Reserving localhost port numbers

Lowell Gilbert freebsd-questions-local at be-well.ilk.org
Tue Dec 2 20:13:30 UTC 2014


"FreeBSD Questioner" <freebsd-questions at gmx.com> writes:

> This question is regarding a networking scheme, utilizing multiple
> remote sensor systems in the field, which connect to a central freebsd
> server via ssh.
>
> When making these connections, the remote field systems "reverse
> tunnel" certain listening ports to the server via the ssh -R
> parameter.

Ouch. That's pretty ugly, and (because you'll be running TCP over TCP)
may not perform well. You might want to consider an architecture with an
intermediary agent on the central server instead.

> Since there are multiple field systems, each one has a unique offset
> to which to map it's listening ports, when tunneling them to the
> central server.
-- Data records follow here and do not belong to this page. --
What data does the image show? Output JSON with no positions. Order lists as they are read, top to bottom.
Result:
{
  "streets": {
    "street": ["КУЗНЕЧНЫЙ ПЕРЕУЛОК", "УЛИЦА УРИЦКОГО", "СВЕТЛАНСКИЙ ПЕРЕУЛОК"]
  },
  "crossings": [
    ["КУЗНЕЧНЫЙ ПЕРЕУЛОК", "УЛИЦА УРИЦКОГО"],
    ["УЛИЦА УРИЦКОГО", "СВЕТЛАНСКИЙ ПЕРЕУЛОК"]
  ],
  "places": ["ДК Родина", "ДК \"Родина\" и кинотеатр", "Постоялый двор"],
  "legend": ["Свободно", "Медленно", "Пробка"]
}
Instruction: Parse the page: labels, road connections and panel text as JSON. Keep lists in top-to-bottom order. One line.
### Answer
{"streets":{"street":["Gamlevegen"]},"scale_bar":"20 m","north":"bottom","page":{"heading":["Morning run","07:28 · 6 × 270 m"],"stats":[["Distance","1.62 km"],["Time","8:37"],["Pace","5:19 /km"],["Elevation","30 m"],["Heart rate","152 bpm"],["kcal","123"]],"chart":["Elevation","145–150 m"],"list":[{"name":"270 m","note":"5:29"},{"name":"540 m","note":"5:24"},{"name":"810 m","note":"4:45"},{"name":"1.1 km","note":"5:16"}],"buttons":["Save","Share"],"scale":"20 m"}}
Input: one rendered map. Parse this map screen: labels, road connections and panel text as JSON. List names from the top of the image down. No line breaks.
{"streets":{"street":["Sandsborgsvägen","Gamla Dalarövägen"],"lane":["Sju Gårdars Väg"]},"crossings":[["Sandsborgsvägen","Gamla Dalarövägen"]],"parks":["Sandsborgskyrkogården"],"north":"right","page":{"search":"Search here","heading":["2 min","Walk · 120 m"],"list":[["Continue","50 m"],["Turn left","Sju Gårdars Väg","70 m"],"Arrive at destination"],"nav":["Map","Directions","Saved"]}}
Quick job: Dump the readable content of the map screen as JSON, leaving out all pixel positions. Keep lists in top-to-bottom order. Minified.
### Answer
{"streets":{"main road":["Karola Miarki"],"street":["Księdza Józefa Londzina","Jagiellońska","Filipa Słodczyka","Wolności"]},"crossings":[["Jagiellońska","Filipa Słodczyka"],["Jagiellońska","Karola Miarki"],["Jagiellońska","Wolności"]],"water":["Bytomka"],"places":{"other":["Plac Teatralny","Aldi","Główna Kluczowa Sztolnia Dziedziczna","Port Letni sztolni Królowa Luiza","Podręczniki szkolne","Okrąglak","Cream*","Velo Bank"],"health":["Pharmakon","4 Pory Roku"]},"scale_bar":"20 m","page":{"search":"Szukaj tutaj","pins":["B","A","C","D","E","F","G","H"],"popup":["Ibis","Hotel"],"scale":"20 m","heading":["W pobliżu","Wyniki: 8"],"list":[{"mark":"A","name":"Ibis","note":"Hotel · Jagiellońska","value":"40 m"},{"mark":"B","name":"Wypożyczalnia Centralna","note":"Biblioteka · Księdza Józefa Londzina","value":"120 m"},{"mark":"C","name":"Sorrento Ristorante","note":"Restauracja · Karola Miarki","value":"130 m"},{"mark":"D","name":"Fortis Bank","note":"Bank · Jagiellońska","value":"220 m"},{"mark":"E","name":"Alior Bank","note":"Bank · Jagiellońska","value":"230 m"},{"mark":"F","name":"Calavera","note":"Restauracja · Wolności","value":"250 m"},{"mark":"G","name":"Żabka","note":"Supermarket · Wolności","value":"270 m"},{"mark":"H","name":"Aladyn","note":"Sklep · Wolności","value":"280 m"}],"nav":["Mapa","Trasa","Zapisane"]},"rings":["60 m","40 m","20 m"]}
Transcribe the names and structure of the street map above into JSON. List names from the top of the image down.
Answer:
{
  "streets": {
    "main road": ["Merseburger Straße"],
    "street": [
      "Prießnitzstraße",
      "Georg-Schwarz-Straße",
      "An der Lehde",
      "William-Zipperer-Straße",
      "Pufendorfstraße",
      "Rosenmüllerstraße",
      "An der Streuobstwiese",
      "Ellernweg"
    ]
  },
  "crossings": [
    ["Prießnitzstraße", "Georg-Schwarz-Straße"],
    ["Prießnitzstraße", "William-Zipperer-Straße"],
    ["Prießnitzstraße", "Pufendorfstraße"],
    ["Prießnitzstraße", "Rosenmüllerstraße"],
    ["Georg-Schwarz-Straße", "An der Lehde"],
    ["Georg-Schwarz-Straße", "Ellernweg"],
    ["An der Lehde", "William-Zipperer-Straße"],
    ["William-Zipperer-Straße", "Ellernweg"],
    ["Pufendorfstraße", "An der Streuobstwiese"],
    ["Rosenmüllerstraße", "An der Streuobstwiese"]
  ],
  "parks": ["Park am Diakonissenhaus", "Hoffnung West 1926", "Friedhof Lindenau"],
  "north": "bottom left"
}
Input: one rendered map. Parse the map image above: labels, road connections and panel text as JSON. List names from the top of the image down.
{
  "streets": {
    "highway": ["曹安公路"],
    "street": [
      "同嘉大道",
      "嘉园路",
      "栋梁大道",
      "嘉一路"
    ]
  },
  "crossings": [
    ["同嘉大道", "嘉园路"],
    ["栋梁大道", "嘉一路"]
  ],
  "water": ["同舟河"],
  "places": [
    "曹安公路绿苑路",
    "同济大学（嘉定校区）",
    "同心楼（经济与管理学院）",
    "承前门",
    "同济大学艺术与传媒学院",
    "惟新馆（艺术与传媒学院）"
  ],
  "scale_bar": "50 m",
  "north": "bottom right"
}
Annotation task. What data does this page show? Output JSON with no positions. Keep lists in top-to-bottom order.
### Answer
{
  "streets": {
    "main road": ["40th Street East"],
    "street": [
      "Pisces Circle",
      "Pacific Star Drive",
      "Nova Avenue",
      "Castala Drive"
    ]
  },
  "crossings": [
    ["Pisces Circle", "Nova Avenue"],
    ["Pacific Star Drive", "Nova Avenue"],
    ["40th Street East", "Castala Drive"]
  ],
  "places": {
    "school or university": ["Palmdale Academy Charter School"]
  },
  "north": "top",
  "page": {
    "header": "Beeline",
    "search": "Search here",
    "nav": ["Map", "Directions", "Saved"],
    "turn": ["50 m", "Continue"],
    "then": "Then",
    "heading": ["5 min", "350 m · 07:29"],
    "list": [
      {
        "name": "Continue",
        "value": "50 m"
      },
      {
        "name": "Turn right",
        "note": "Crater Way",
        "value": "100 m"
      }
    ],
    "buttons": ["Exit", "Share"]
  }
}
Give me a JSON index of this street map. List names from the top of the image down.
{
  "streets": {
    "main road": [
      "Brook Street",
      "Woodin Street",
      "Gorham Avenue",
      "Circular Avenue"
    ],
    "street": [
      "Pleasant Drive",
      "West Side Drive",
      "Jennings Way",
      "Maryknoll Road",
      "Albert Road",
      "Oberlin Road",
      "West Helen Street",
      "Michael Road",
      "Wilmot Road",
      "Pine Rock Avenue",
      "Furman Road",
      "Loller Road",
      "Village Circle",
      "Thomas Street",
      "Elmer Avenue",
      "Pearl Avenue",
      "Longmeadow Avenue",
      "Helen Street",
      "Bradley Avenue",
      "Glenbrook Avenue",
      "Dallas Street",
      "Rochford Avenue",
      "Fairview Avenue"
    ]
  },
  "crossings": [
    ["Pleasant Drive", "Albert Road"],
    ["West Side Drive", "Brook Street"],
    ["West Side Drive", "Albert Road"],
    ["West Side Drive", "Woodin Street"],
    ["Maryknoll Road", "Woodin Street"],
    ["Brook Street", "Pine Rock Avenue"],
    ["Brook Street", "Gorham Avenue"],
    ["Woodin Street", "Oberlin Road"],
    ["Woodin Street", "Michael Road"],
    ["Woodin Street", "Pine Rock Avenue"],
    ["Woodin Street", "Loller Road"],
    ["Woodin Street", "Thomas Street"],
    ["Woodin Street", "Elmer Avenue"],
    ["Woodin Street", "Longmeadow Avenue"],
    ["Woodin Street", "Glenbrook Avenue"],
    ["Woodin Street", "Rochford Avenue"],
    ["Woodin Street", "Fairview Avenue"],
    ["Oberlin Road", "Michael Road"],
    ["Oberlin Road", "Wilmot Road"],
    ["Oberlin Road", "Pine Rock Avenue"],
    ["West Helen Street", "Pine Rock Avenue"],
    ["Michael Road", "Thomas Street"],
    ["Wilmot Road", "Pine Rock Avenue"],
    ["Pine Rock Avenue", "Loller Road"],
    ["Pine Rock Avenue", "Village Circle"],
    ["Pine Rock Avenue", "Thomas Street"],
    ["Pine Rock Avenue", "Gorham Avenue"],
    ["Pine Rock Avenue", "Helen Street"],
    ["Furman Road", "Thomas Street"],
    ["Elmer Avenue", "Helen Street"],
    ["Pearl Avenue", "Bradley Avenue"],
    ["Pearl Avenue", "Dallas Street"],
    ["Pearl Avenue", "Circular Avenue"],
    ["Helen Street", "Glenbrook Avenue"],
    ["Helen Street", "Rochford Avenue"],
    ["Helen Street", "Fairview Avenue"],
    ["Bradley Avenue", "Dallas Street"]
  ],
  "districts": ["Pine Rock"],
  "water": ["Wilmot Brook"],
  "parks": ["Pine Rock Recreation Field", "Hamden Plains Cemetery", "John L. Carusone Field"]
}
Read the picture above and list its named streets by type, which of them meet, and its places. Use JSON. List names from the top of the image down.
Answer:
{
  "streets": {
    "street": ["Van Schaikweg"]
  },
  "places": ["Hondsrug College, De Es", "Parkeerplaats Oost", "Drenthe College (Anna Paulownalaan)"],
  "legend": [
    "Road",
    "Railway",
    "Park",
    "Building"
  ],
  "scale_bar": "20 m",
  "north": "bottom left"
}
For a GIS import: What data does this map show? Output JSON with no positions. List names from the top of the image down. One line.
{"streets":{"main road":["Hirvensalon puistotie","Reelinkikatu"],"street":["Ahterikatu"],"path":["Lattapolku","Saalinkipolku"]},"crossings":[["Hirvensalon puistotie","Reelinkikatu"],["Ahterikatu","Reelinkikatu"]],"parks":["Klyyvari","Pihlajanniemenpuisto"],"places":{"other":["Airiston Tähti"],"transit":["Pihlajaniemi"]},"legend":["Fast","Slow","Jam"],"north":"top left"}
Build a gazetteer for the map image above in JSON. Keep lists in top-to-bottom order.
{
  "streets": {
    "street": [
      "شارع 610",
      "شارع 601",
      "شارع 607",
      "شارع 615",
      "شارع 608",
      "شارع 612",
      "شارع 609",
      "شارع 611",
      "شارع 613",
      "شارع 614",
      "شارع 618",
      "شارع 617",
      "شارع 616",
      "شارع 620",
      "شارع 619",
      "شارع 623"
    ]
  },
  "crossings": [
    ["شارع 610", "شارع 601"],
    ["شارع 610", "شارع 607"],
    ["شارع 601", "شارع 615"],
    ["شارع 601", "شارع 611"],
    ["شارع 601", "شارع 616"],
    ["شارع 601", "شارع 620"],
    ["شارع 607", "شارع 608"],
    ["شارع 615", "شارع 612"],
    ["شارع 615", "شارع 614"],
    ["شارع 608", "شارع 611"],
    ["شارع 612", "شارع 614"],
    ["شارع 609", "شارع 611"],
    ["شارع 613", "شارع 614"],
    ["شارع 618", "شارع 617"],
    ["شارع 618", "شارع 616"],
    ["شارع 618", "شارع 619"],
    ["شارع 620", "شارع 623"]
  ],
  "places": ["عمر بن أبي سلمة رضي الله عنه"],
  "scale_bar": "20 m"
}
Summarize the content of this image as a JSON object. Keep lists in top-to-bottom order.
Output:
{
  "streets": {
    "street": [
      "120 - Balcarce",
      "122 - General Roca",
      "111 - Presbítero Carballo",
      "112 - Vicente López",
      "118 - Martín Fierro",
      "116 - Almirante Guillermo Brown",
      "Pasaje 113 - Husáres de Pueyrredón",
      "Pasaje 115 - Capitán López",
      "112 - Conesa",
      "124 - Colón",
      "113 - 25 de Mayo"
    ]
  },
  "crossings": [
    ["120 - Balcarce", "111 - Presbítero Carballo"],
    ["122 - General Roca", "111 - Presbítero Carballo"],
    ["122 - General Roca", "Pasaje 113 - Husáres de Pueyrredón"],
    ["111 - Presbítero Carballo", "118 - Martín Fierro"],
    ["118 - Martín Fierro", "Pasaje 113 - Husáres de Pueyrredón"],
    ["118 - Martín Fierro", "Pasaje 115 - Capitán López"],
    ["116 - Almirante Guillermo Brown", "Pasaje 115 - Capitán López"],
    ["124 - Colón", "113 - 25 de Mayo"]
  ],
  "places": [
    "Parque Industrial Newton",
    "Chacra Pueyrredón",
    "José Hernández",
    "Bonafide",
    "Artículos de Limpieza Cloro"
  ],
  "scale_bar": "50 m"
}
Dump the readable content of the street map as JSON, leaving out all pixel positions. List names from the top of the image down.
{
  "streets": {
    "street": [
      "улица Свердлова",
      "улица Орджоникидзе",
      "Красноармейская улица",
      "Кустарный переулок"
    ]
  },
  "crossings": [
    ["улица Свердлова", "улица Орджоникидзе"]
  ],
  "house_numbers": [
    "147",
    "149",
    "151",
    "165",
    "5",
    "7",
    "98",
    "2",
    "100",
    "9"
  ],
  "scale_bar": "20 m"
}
This prevents multiple field systems from attempting
> to listen on the same port number on the central server.
>
> My question involves these listening port numbers on the central freebsd server: 
>
> Is there a way to reserve a block of port numbers, preventing them
> from being used as "ephemeral" ports, by other network traffic on the
> central server?
>
> It would be desirable to reserve a block of 10000 or so ports, anywhere above the 1024 "privileged port" range.
>
> Thank you for any suggestions or references that may shed light on
> managing the networking stack's allocation of localhost port numbers.

Are the sysctls in the net.inet.ip.portrange. set what you're looking for?